## PROVIDED ENTRIES

○ ○ ○ ○

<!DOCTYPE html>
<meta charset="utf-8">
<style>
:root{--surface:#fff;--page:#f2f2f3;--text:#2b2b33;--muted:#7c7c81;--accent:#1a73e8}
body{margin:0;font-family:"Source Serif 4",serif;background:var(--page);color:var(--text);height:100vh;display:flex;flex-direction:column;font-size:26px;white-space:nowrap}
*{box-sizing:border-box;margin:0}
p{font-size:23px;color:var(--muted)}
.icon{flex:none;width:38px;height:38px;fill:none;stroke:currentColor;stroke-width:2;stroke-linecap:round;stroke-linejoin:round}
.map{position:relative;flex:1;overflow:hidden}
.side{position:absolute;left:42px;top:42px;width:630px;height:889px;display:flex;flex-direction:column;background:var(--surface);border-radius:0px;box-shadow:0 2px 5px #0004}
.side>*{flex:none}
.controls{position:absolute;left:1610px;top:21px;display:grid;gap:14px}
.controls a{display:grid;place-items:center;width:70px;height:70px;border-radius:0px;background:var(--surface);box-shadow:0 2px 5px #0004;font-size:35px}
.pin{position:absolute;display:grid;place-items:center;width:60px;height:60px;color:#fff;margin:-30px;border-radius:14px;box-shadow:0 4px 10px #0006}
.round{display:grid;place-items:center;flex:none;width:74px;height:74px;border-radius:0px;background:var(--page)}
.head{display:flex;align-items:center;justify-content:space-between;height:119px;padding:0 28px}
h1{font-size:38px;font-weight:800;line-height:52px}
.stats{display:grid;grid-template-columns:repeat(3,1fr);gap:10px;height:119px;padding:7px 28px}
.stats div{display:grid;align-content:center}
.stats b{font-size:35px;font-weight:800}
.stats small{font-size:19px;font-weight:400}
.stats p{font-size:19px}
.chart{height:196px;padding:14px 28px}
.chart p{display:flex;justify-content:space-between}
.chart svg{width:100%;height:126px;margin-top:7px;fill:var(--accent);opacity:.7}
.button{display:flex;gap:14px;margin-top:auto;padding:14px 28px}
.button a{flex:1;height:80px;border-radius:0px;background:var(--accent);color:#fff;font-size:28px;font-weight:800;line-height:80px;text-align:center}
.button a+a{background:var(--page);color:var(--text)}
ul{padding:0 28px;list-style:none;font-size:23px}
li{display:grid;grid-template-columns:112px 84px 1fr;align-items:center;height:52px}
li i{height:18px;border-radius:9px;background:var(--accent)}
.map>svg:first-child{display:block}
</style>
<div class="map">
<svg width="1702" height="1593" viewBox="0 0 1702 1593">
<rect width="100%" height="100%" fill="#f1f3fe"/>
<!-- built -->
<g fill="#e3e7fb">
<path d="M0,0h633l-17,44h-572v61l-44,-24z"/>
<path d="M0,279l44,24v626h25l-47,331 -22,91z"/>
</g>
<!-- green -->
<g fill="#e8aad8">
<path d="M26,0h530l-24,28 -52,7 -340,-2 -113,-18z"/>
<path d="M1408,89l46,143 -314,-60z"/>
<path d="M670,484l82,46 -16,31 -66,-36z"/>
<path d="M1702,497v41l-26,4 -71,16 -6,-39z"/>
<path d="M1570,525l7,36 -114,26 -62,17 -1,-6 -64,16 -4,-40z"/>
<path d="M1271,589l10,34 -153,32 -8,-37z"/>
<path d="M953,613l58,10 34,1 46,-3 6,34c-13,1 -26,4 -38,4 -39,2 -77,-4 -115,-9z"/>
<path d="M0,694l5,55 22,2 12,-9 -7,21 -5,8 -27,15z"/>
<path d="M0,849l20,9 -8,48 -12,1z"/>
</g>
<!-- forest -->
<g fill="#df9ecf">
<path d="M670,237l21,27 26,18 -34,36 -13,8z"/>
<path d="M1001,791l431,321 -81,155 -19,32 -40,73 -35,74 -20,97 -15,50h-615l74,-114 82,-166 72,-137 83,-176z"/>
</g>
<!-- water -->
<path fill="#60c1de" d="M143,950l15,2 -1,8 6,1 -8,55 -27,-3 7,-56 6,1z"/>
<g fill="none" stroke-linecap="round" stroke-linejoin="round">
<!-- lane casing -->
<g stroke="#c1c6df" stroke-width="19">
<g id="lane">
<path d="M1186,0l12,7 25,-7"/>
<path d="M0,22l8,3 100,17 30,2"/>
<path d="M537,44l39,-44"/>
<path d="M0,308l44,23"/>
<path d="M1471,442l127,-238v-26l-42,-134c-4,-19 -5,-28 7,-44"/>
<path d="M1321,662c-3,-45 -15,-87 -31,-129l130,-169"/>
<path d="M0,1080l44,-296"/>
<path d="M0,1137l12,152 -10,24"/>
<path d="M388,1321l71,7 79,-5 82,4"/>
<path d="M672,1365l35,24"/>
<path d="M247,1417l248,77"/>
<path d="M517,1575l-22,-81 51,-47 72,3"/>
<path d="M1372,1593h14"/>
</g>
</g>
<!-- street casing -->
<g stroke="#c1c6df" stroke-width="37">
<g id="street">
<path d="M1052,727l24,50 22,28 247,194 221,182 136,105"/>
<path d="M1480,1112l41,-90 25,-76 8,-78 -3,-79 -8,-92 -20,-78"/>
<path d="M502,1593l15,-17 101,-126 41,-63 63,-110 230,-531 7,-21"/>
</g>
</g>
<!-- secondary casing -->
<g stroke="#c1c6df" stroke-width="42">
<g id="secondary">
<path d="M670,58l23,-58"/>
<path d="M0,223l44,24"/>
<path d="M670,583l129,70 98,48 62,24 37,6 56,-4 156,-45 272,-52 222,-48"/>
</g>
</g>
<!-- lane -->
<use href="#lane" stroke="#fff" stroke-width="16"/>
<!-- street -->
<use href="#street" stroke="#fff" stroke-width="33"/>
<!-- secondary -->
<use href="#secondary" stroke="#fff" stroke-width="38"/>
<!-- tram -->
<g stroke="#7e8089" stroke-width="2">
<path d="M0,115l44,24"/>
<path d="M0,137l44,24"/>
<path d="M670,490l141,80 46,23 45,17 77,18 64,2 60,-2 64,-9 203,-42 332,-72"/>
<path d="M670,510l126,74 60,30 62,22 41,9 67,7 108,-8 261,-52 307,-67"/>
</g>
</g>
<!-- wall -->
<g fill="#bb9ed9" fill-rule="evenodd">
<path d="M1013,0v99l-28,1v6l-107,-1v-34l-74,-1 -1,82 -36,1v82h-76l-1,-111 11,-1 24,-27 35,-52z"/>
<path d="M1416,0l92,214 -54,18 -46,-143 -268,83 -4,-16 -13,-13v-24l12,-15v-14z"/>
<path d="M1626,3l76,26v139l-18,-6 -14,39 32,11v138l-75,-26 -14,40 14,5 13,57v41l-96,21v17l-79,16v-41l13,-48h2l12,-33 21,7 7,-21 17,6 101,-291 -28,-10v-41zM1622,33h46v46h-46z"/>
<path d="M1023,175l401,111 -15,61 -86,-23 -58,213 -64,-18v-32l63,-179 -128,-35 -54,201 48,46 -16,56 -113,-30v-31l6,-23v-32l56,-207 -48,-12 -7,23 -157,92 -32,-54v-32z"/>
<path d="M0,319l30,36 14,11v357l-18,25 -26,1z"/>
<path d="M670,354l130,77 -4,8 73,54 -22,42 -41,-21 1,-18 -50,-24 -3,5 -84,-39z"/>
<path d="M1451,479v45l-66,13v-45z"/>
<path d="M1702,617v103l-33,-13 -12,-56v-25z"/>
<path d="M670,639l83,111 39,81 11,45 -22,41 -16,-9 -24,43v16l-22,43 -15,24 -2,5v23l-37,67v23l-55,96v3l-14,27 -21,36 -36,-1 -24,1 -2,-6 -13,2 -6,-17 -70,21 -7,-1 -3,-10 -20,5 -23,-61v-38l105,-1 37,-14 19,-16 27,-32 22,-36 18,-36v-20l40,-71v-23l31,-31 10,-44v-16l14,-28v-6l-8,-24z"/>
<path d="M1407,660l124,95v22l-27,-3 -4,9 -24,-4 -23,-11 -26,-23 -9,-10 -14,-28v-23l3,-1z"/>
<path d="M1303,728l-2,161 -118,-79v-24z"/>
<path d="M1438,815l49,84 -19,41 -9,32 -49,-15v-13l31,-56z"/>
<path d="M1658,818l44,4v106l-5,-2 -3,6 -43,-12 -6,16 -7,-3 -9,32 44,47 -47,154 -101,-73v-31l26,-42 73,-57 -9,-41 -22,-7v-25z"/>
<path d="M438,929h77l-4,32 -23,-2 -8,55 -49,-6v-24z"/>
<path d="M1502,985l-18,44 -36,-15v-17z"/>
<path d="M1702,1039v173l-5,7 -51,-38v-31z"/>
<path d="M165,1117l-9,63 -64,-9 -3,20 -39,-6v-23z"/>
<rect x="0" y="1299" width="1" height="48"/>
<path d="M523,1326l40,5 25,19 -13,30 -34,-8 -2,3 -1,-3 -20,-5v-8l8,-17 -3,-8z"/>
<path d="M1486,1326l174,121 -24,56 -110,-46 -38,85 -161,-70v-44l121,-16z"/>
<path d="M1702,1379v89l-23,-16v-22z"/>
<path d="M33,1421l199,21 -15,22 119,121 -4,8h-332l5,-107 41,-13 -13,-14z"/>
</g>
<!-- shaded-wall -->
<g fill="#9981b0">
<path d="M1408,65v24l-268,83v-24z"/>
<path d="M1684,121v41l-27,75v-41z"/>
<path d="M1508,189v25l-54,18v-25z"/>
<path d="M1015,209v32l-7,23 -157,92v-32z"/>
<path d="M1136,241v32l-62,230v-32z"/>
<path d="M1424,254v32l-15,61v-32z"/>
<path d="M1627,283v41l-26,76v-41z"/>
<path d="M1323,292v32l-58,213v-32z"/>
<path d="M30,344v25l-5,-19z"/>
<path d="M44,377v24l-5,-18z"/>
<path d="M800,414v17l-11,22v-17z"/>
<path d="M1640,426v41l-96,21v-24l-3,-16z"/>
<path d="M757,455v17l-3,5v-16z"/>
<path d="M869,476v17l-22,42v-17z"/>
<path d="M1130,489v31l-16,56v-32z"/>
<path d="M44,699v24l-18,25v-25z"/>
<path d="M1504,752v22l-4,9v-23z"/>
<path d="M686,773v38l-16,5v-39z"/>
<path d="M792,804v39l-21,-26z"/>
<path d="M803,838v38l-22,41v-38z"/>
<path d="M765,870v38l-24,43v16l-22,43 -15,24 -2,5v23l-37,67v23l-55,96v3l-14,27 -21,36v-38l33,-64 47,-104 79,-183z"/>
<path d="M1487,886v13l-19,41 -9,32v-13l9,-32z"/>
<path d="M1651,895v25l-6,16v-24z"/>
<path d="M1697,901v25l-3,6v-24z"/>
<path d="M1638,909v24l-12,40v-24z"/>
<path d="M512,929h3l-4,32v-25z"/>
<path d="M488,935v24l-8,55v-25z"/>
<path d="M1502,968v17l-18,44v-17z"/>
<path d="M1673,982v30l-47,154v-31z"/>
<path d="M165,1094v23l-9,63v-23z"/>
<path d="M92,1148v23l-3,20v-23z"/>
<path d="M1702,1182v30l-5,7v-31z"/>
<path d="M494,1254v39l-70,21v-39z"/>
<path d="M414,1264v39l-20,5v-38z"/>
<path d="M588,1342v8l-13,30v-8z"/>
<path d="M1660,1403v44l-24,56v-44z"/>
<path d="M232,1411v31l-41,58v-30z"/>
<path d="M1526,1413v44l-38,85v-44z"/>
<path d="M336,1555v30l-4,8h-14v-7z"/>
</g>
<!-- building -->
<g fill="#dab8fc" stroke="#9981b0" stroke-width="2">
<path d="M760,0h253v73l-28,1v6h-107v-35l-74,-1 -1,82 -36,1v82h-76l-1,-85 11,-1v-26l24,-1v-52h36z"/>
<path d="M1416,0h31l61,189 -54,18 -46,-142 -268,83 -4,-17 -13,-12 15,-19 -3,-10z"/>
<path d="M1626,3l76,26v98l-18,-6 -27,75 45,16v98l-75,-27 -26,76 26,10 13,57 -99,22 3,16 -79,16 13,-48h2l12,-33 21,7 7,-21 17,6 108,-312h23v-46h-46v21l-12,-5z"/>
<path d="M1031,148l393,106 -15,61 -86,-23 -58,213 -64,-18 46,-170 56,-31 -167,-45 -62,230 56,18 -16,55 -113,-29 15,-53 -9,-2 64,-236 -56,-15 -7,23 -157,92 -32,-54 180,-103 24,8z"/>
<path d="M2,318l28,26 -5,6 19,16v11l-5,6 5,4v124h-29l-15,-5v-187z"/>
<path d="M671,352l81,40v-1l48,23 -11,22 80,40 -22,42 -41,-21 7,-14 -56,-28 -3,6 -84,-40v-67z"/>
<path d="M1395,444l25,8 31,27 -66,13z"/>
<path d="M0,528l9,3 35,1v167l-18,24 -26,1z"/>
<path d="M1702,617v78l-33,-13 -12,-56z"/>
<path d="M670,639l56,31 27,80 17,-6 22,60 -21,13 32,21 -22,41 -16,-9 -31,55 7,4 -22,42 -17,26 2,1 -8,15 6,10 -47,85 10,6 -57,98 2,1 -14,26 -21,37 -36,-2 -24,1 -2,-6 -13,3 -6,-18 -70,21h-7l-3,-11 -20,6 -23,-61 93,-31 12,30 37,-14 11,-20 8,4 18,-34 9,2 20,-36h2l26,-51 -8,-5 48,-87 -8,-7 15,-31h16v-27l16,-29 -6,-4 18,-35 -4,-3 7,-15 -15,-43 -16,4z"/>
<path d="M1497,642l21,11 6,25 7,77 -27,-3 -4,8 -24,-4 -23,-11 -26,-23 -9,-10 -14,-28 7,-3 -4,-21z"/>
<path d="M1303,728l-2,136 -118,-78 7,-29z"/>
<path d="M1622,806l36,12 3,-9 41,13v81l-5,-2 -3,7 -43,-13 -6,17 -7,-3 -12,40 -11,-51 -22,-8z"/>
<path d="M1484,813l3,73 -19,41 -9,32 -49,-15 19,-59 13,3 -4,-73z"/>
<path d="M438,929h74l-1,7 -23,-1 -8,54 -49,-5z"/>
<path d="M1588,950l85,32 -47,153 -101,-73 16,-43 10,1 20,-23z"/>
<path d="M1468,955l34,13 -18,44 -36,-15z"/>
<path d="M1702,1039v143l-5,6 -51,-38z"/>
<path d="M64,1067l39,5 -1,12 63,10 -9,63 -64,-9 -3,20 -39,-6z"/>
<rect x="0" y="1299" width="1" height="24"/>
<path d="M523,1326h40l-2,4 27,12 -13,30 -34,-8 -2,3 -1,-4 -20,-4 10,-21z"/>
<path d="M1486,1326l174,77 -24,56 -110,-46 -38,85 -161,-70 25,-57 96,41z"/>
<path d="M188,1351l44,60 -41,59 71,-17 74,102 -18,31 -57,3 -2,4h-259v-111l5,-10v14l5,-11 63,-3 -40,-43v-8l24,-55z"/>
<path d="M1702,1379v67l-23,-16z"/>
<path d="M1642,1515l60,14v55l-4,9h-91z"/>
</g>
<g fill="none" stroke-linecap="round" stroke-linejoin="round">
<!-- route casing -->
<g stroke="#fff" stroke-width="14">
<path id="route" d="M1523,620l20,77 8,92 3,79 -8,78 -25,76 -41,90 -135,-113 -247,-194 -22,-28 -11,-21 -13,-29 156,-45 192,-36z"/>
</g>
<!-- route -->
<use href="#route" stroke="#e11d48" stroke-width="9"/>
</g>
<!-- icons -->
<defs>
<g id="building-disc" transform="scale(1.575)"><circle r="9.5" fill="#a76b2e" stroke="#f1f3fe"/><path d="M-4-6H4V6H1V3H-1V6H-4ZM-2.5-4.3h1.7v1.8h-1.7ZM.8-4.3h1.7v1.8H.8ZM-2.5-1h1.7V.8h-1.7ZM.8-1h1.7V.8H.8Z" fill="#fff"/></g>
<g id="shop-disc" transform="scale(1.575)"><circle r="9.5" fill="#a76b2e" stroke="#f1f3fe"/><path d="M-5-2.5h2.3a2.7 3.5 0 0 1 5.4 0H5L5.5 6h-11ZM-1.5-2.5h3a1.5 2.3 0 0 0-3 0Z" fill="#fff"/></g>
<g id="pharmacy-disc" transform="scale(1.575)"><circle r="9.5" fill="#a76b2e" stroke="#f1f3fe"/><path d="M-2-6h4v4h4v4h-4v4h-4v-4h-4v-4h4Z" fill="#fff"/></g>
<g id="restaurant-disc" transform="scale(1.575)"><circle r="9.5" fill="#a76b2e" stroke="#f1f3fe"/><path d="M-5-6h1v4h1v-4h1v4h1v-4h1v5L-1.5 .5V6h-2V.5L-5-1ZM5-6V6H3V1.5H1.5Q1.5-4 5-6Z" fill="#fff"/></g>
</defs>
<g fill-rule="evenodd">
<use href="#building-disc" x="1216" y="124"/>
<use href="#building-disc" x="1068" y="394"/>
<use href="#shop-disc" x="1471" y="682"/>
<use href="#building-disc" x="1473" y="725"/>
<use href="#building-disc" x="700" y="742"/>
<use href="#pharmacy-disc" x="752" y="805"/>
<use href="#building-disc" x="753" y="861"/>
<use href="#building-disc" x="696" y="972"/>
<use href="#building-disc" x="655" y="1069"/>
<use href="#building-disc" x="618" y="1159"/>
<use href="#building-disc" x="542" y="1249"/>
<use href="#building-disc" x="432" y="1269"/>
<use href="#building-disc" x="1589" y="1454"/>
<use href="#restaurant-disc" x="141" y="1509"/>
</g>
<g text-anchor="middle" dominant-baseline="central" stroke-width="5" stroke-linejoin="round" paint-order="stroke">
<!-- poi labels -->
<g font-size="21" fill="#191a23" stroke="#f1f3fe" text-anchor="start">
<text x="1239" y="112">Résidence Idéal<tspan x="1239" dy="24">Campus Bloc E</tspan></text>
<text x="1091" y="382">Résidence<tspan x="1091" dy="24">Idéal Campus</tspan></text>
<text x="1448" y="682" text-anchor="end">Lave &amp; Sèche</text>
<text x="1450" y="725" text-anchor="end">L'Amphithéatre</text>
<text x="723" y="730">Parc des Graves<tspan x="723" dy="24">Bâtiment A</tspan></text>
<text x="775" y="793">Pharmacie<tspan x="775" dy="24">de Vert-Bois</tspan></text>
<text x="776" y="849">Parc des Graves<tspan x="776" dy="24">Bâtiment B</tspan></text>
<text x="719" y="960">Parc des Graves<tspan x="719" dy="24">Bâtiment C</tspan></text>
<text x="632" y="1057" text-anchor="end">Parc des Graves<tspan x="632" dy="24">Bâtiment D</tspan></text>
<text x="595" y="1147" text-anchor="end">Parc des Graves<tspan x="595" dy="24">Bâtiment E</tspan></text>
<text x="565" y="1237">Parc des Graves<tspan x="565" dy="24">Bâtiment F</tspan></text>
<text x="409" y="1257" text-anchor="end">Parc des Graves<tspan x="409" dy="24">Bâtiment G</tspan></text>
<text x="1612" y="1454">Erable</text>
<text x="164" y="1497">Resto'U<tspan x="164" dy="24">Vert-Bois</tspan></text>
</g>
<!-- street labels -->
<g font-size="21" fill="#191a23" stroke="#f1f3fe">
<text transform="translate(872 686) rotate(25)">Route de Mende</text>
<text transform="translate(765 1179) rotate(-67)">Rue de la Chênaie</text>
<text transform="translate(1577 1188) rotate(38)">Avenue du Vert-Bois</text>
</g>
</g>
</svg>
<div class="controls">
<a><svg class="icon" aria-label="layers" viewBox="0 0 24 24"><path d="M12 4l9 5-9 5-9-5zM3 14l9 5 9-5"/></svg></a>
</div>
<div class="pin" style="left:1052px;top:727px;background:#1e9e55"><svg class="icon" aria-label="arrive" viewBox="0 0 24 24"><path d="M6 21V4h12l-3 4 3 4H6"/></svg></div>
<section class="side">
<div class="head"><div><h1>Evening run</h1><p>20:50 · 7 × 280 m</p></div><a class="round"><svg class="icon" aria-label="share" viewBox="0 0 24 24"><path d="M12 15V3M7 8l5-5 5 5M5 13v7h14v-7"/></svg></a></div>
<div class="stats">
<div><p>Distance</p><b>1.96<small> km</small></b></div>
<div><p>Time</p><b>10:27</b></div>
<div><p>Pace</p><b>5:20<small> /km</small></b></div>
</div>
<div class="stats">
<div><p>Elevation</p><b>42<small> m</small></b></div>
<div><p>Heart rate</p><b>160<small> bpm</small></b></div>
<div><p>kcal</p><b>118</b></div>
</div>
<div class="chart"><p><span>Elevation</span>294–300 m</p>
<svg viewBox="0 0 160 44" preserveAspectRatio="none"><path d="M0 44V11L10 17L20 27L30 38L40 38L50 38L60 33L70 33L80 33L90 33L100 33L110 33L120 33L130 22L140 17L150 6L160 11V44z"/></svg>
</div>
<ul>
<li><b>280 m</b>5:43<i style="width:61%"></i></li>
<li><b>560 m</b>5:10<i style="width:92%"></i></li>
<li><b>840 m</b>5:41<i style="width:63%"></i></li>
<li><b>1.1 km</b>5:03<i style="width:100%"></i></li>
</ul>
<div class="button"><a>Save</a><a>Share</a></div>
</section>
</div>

○ ○ ○ ○

## WHAT NEEDS TO BE DONE
Take the line that contains "<div><p>Elevation</p><b>42<small> m</small></b></div>" and every line after it in the material above. Set those lines down exactly and nothing more.

## SOLUTION TO THIS PROBLEM
<div><p>Elevation</p><b>42<small> m</small></b></div>
<div><p>Heart rate</p><b>160<small> bpm</small></b></div>
<div><p>kcal</p><b>118</b></div>
</div>
<div class="chart"><p><span>Elevation</span>294–300 m</p>
<svg viewBox="0 0 160 44" preserveAspectRatio="none"><path d="M0 44V11L10 17L20 27L30 38L40 38L50 38L60 33L70 33L80 33L90 33L100 33L110 33L120 33L130 22L140 17L150 6L160 11V44z"/></svg>
</div>
<ul>
<li><b>280 m</b>5:43<i style="width:61%"></i></li>
<li><b>560 m</b>5:10<i style="width:92%"></i></li>
<li><b>840 m</b>5:41<i style="width:63%"></i></li>
<li><b>1.1 km</b>5:03<i style="width:100%"></i></li>
</ul>
<div class="button"><a>Save</a><a>Share</a></div>
</section>
</div>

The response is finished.